Nicht ohne Widerstreben und der Mißdeutung fast gewiß, spreche ich meine Ansichten über Rechtschreibung öffentlich aus; zumindest bitte ich, sich jederzeit gegenwärtig zu halten, daß ich – fast von jeder Seite ohne Zögern als »Avantgardist« eingestuft – seit Jahren das vergipste Gravitationszentrum des Gebrauchsdeutschen verlassen habe, und bewußt in den Randgebieten und Bayous unserer Sprache neue Wege suche (oder präziser : bahne). Ich gehe hier also lediglich vom Standpunkt des Pioniers aus, der Worte nicht nur verwendet, um beim Bäckerjungen verständlich seine Morgensemmel zu bestellen; sondern um die Fülle der Erscheinungen linguistisch einzuholen, sie immer überlegener zu benennen (also zu beherrschen ! ) und Neues sichtbar zu machen. –

Die Großschreibung der Substantive im Deutschen ist nicht nur philosophisch eine Feinheit und ein Vorzug; sondern mir auch handwerklich unerläßlich. Ich schrieb einmal – ein Beispiel statt vieler – etwa so : »Winterwäldler : sie machten öde Ringe um die aschengrube Welt.« Nur durch die im Deutschen mögliche Unterscheidung durch große und kleine Anfangsbuchstaben konnte ich unverwechselbar festlegen, daß ich »aschengrube« hier als Eigenschaftswort gesehen wissen wollte ! Man schreibe in dem angeführten Satz sämtliche Worte klein : und ich scheine von einer Aschengrube, Welt genannt, zu sprechen – was zwar auch einen Sinn ergiebt, aber nicht den von mir gewollten. (Ich weise ausdrücklich darauf hin, daß diese adjektivistische Verwendung von Substantiven keine Spielerei darstellt; ein Substantiv ist nämlich bereits ein ganzes Bündel von Eigenschaften und löst vermittels eines Wortes – und also viel rascher, also suggestiver, als mehrere Adjektive dies vermöchten – das gewünschte kompliziert=volle Bild im Leser aus.)
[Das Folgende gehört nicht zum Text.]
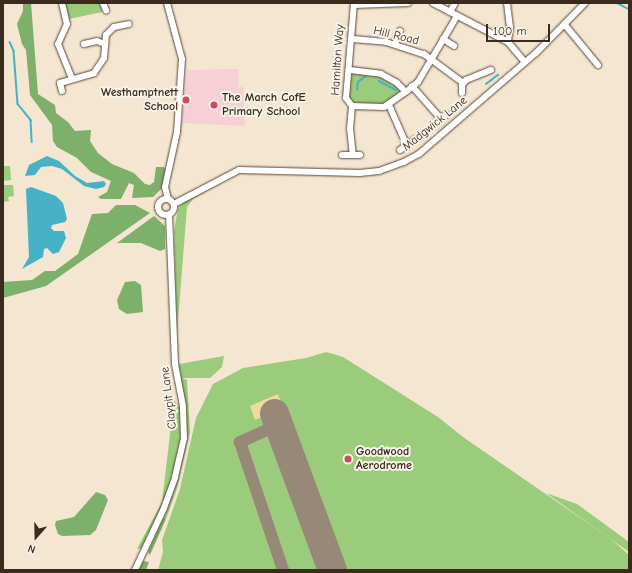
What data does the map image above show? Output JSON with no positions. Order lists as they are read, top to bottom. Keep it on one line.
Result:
{"streets":{"street":["Hill Road","Hamilton Way","Madgwick Lane","Claypit Lane"]},"crossings":[["Hill Road","Hamilton Way"],["Madgwick Lane","Claypit Lane"]],"places":["Westhamptnett School","The March CofE Primary School","Goodwood Aerodrome"],"scale_bar":"100 m","north":"bottom"}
Außerdem wird durch unsere gesegneten Majuskeln die Orientierung im Satz so sehr erleichtert, daß man, anstatt sie abschaffen zu wollen, lieber den anderen Sprachen ihre Aufnahme anempfehlen sollte.
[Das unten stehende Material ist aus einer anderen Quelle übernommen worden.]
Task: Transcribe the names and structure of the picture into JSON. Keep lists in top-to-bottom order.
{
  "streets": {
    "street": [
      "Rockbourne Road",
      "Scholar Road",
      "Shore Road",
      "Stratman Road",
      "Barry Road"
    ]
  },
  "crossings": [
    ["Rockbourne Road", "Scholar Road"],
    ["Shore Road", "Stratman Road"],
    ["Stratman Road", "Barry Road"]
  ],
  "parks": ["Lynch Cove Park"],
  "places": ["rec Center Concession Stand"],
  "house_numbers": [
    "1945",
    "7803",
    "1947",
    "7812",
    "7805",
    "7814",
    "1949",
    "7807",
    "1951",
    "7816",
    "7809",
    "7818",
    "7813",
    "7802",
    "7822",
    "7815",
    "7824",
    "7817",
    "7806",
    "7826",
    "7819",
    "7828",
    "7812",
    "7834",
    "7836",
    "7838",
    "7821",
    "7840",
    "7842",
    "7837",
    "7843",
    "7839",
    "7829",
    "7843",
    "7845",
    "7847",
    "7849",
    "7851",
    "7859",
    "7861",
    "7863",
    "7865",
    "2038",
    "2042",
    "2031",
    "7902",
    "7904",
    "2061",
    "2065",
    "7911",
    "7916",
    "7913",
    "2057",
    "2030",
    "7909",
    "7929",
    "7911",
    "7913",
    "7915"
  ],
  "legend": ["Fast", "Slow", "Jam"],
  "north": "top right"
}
Eine phonetische Schreibweise lehne ich für mich ebenfalls ab. Einmal, weil man dadurch die meisten Worte gewaltsam von ihrem historischen Ursprung abtrennen, und damit eine Fülle von Reminiszenzen und Assoziationen vernichten würde; zum zweiten, weil man dadurch den Dialekten – diesem unschätzbaren Quell= und Grundwasser jeder Sprache – den wohl endgültigen Todesstoß versetzen würde (man hat scheinbar an den verheerenden Folgen des drohenden Verlustes unserer Ostdialekte noch nicht genug ! ); auch könnte man den alten Adelungschen Streit, »Was ist Hochdeutsch«, beliebig erneuern. –

Andererseits sehe ich sehr wohl ein, daß für »das Volk«, ob In= oder Ausländer, eine Vereinfachung der Rechtschreibung doch wünschenswert, und im »praktischen Gebrauch« eine rechte Erleichterung sein könnte; und schlage zur Lösung dieses Dilemmas folgenden Weg vor :

Seit langem schon hat sich durch die immer wachsende Ausdehnung jedes Wissensgebietes zwangsläufig eine Dosierung von Kenntnissen ergeben. Der Volksschüler lernt wohl »rechnen«; aber daß limes (1 + i/n) hoch n für n gegen unendlich gleich e ist, weiß er nicht; es interessiert ihn auch nicht, und mit Recht empfindet er dieses Nichtwissen durchaus nicht als Diffamierung. Für jede andere Wissenschaft (und Kunst) gilt dasselbe. In der Wortschrift des Chinesischen etwa, kennt der einfache Mann ein paar hundert Zeichen; das reicht für seine Zwecke der Verständigung und sogar fürs Zeitunglesen aus; den Vorrat für seinen speziellen Beruf erwirbt sich Jeder während der Lehrzeit.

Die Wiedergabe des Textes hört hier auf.